**EXERCISE INPUTS**
- - -

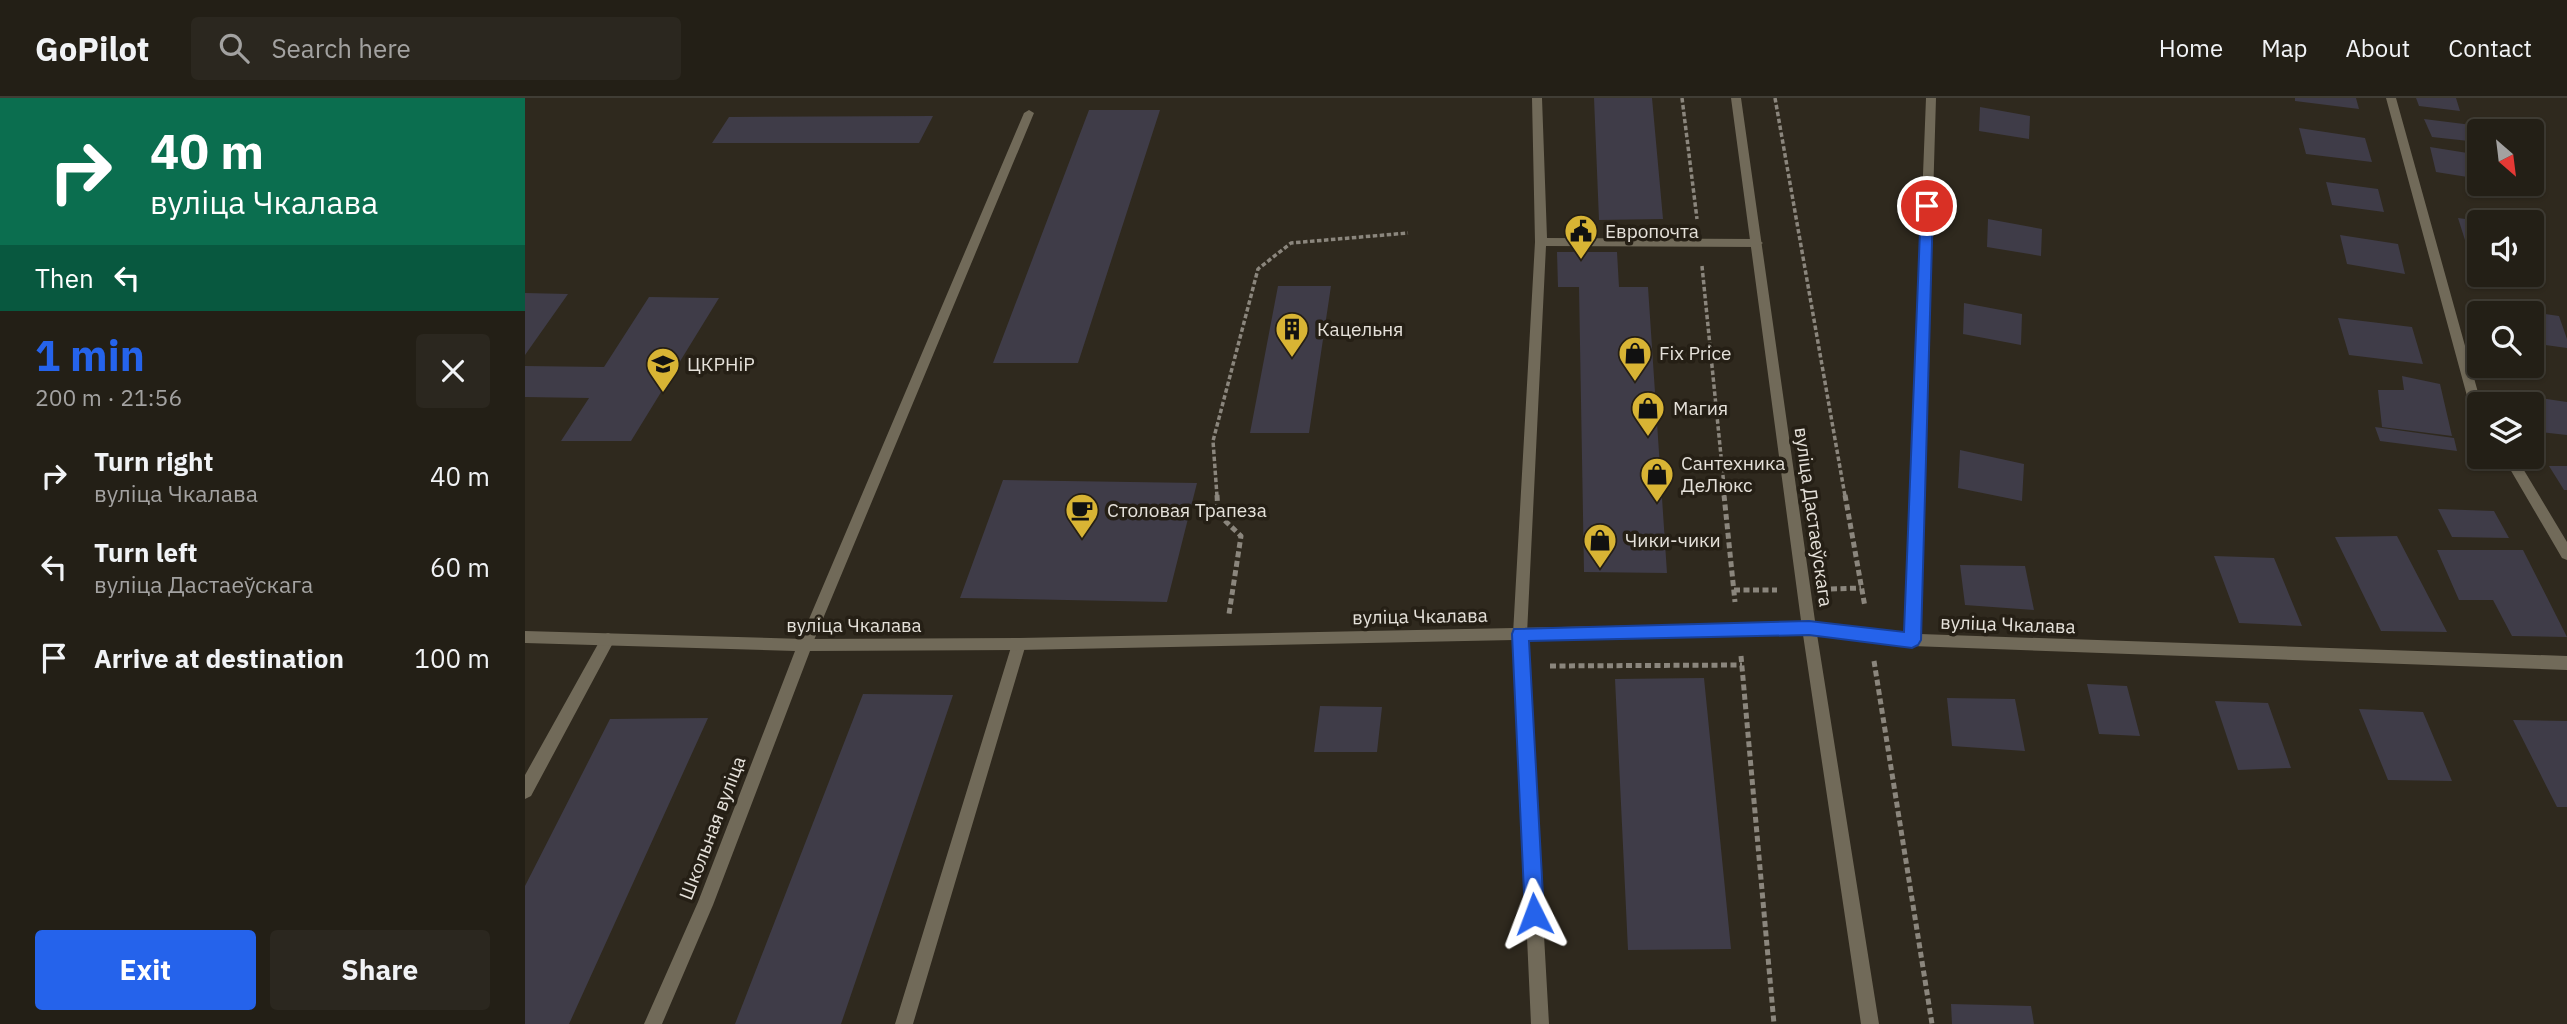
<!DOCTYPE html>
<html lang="en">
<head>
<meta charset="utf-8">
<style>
  :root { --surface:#231f16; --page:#2b271f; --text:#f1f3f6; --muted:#a3a2a1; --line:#403d35; --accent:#2563eb }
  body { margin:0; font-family:"IBM Plex Sans",sans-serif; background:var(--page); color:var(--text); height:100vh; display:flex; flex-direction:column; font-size:26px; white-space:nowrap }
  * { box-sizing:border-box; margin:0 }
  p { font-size:23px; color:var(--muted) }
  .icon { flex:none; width:38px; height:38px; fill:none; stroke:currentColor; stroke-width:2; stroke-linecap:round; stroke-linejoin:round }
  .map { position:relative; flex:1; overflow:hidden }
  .side { display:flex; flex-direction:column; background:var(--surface); width:525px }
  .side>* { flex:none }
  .guide { background:#0b6e4f; color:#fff; overflow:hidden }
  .needle { width:46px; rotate:152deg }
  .tools { position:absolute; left:1942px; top:21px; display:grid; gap:14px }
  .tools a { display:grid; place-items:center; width:77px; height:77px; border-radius:7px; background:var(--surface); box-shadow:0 2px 5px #0004,0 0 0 2px var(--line); font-size:35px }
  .pin { position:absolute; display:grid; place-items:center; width:60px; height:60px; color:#fff; margin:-30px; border:4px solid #fff; border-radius:50%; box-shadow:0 2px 7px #0007 }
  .me { position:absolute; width:77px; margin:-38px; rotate:357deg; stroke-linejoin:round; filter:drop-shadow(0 0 5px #0008) }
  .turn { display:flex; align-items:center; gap:24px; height:147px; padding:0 35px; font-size:32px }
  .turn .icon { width:91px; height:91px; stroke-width:2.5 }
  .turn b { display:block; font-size:49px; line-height:60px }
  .then { display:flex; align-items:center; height:66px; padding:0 35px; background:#0003; gap:14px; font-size:26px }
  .round { display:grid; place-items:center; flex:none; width:74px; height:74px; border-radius:7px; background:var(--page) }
  .headline { display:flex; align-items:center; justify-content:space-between; height:119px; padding:0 35px }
  h1 { font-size:42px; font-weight:800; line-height:52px; color:var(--accent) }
  .action { display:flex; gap:14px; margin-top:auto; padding:14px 35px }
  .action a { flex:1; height:80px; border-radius:7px; background:var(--accent); color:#fff; font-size:28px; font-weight:800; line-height:80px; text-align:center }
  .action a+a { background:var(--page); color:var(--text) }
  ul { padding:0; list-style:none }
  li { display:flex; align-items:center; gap:21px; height:91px; padding:0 35px }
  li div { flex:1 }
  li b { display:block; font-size:26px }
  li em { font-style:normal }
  header { display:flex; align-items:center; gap:42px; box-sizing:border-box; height:98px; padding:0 35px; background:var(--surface); border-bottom:2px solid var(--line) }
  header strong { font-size:33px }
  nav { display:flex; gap:38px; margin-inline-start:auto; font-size:24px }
  .search { width:490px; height:63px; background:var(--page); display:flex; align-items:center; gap:18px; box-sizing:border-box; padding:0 24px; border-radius:7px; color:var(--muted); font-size:26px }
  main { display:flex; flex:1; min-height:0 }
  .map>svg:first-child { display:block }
  .building { fill:#3f3c48 }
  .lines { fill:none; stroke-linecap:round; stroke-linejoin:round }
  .path-far1 { stroke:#8b867d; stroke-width:3.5; stroke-dasharray:4.5 2.5; stroke-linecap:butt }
  .path { stroke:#8b867d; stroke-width:5; stroke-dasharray:6 3.5; stroke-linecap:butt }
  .service { fill:#716a59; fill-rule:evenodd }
  .minor { fill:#716a59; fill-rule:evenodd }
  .tertiary { fill:#716a59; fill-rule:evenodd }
  .route { fill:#2563eb; stroke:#184099; stroke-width:2 }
  .labels { text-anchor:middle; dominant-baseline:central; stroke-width:7; stroke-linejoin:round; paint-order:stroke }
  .poi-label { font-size:19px; fill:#e5e1da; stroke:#251f15; text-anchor:start }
  .street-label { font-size:19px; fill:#e5e1da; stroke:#251f15 }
</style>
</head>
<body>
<header>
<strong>GoPilot</strong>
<div class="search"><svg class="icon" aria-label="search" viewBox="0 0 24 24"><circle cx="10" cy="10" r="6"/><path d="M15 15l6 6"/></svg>Search here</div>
<nav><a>Home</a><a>Map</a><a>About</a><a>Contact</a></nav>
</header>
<main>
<section class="side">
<div class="guide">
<div class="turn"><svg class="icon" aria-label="right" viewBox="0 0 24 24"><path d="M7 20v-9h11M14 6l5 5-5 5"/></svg><div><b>40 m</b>вуліца Чкалава</div></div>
<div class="then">Then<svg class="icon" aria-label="left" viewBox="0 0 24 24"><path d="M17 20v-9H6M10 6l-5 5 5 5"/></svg></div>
</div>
<div class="headline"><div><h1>1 min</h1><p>200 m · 21:56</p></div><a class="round"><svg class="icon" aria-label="close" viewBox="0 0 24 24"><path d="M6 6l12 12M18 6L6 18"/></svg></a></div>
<ul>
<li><svg class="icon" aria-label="right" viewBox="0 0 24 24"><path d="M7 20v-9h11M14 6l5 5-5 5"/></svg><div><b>Turn right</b><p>вуліца Чкалава</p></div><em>40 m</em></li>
<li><svg class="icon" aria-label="left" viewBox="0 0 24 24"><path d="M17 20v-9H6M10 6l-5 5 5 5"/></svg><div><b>Turn left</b><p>вуліца Дастаеўскага</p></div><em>60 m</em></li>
<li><svg class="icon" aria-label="arrive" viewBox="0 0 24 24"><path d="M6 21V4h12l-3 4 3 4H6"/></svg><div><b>Arrive at destination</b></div><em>100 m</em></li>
</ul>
<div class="action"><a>Exit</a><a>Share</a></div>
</section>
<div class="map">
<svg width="2042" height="926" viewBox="0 0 2042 926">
  <rect width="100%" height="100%" fill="#2f291e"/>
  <!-- building -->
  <path class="building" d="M1069 0H1127L1138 121 1074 122Z
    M1770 0H1831L1834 11 1770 3Z
    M1891 0H1931L1935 13 1894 8Z
    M1455 9 1505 18 1504 41 1454 33Z
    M564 12H635L553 265H468Z
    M408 18 394 45H187L204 19Z
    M1899 21 1947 27 1953 44 1907 39Z
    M1774 30 1840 40 1847 64 1781 56Z
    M1905 49 1955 57V81L1911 74Z
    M1801 84 1853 91 1859 114 1807 107Z
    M1933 120 1955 123V163L1946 161Z
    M1463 121 1517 131 1516 158 1462 149Z
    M1815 137 1873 146 1880 176 1822 166Z
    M1032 154H1092L1094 189H1123L1142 475 1059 474 1054 189H1033Z
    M753 188H806L784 335H725Z
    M0 195 43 196 0 257Z
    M124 199 194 200 106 343H36L64 300 0 299V268L79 269Z
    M1439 205 1497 216 1496 247 1438 236Z
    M1957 206 2005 214V215H1960Z
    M2007 214 2034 218 2042 241V250L2007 245Z
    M1813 220 1887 229 1898 266 1824 257Z
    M1877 278 1915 286 1927 338 1857 329 1853 292H1879Z
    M1987 296 2042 304V337L2007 333V306H1991Z
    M1850 329 1929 340 1932 353 1855 343Z
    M1435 352 1499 366 1497 403 1433 390Z
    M2024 368H2042V392H2039Z
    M478 382 672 385 642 504 435 500Z
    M1913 411 1969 413 1984 440 1927 439Z
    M1872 438 1922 534 1856 533 1810 439Z
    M1912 452H1998L2042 539 1987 538 1968 502H1934Z
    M1689 458 1749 460 1777 528 1714 525Z
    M1435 467 1500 468 1509 512 1440 507Z
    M1179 580 1206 851 1103 852 1090 581Z
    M1562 586 1602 588 1615 638 1574 636Z
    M338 596 428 597 316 926H210Z
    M1422 600 1490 601 1500 653 1427 648Z
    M1690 603 1743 605 1766 670 1713 672Z
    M795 608 857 609 852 654H789Z
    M1834 611 1898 614 1927 683 1863 682Z
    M183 620 44 926H0V788L85 621Z
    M1988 622 2042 623V709H2032Z
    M1426 906 1506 908 1509 926H1427Z"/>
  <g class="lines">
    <!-- path-far1 -->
    <path class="path-far1" d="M1157 0 1172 121
      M1250 0 1320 398
      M1177 168 1200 398
      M692 398 688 343 733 171 766 145 883 135"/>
    <!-- path -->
    <path class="path" d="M692 397 693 416 716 438 704 516
      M1199 397 1210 504
      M1320 397 1340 509
      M1306 491 1336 490
      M1209 492H1252
      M1216 558 1249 926
      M1349 563 1407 926
      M1025 568 1217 567"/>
    <!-- service -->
    <path class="service" d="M1007 0H1017L1022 140 1232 141 1238 145 1232 149 1021 148 1002 536 1024 926H1006L988 536 1010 144Z
      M504 12 509 15 287 547 285 552 280 553 275 552 273 547 499 15Z
      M83 535 88 537 90 541 88 545 6 698 0 701V677L78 537Z
      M494 540 499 541 501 546 388 926H370L487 546 489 541Z"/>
    <!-- minor -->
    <path class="minor" d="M1401 0H1411L1395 536 2042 558V572L1387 548 1284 536 494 552 285 553 188 807 137 926H119L173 804 270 553 0 545V533L280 541 494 540 1284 524 1380 535Z
      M1861 0H1871L1954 298 1959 306H1955V315L1951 313 1942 298Z
      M1978 359H1991L2042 444V462L2037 460Z"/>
    <!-- tertiary -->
    <path class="tertiary" d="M1206 0H1216L1291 530 1354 926H1336L1277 530Z"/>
  </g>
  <!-- route -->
  <path class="route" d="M1402 104 1408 108 1396 542 1393 547 1387 550 1284 537 1004 543 1019 816 1016 823 1009 826 1003 823 1000 816 987 536 989 531 1284 523 1379 534 1396 108Z"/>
  <!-- icons -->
  <defs>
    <symbol id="civic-pin" viewBox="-11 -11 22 30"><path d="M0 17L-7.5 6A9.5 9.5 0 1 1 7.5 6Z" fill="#d8b434" stroke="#251f15"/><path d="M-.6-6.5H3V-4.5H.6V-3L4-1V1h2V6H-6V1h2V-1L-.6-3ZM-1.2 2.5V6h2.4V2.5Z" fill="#111"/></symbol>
    <symbol id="building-pin" viewBox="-11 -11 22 30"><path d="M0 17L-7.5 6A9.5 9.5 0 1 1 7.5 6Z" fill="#d8b434" stroke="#251f15"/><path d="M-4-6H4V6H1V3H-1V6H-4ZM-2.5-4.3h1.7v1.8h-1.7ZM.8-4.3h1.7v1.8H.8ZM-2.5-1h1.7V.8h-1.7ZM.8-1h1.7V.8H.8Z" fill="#111"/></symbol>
    <symbol id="shop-pin" viewBox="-11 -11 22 30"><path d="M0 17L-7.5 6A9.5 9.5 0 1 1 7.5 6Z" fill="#d8b434" stroke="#251f15"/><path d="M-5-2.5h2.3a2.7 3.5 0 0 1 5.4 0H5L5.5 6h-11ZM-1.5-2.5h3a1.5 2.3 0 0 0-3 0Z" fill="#111"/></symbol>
    <symbol id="school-pin" viewBox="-11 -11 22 30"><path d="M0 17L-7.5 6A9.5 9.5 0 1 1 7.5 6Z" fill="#d8b434" stroke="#251f15"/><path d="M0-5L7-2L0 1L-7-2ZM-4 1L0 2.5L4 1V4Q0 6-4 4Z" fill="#111"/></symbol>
    <symbol id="cafe-pin" viewBox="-11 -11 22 30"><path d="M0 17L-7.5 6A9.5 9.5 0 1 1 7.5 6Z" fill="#d8b434" stroke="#251f15"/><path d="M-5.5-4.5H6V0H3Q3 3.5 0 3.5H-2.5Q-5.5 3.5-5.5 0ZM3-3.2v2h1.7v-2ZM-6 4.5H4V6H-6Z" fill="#111"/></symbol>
  </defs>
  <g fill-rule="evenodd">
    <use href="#civic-pin" x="1037" y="114" width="38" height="52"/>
    <use href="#building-pin" x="748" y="212" width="38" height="52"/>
    <use href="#shop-pin" x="1091" y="236" width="38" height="52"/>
    <use href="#school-pin" x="119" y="247" width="38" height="52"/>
    <use href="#shop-pin" x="1104" y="291" width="38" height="52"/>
    <use href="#shop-pin" x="1113" y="357" width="38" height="52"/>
    <use href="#cafe-pin" x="538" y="393" width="38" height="52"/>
    <use href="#shop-pin" x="1056" y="423" width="38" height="52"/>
  </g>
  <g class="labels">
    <!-- poi labels -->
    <g class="poi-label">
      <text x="1080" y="133">Европочта</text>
      <text x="792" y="231">Кацельня</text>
      <text x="1134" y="255">Fix Price</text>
      <text x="162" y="266">ЦКРНіР</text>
      <text x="1148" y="310">Магия</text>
      <text x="1156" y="365">Сантехника<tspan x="1156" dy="22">ДеЛюкс</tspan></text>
      <text x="582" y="412">Столовая Трапеза</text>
      <text x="1100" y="442">Чики-чики</text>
    </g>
    <!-- street labels -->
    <g class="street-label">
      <text transform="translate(1289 419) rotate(82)">вуліца Дастаеўскага</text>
      <text transform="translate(895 518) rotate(-1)">вуліца Чкалава</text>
      <text transform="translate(1483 526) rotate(2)">вуліца Чкалава</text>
      <text x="329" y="527">вуліца Чкалава</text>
      <text transform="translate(187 730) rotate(-69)">Школьная вуліца</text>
    </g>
  </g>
</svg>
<div class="tools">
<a><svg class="needle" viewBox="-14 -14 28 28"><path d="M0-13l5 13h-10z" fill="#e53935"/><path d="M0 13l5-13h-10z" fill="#a3a2a1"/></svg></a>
<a><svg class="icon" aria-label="sound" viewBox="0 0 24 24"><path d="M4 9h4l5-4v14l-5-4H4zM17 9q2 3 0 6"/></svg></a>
<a><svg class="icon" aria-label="search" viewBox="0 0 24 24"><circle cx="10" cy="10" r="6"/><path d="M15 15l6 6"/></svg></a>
<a><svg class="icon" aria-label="layers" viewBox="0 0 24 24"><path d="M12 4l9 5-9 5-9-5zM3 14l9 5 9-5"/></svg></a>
</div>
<div class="pin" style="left:1402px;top:108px;background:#d93025"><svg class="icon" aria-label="arrive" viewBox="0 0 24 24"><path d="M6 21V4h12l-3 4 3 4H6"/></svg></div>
<svg class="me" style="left:1009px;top:816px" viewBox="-20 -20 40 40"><path d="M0-17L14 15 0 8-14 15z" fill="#2563eb" stroke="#fff" stroke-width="4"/></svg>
</div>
</main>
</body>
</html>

- - -

**ABOUT THIS EXERCISE**
Any pictures are to be skipped, and the lines from the beginning of the entries through the line with "position:relative; flex:1; overflow:hidden" copied exactly.

**FINAL ANSWER**
<!DOCTYPE html>
<html lang="en">
<head>
<meta charset="utf-8">
<style>
  :root { --surface:#231f16; --page:#2b271f; --text:#f1f3f6; --muted:#a3a2a1; --line:#403d35; --accent:#2563eb }
  body { margin:0; font-family:"IBM Plex Sans",sans-serif; background:var(--page); color:var(--text); height:100vh; display:flex; flex-direction:column; font-size:26px; white-space:nowrap }
  * { box-sizing:border-box; margin:0 }
  p { font-size:23px; color:var(--muted) }
  .icon { flex:none; width:38px; height:38px; fill:none; stroke:currentColor; stroke-width:2; stroke-linecap:round; stroke-linejoin:round }
  .map { position:relative; flex:1; overflow:hidden }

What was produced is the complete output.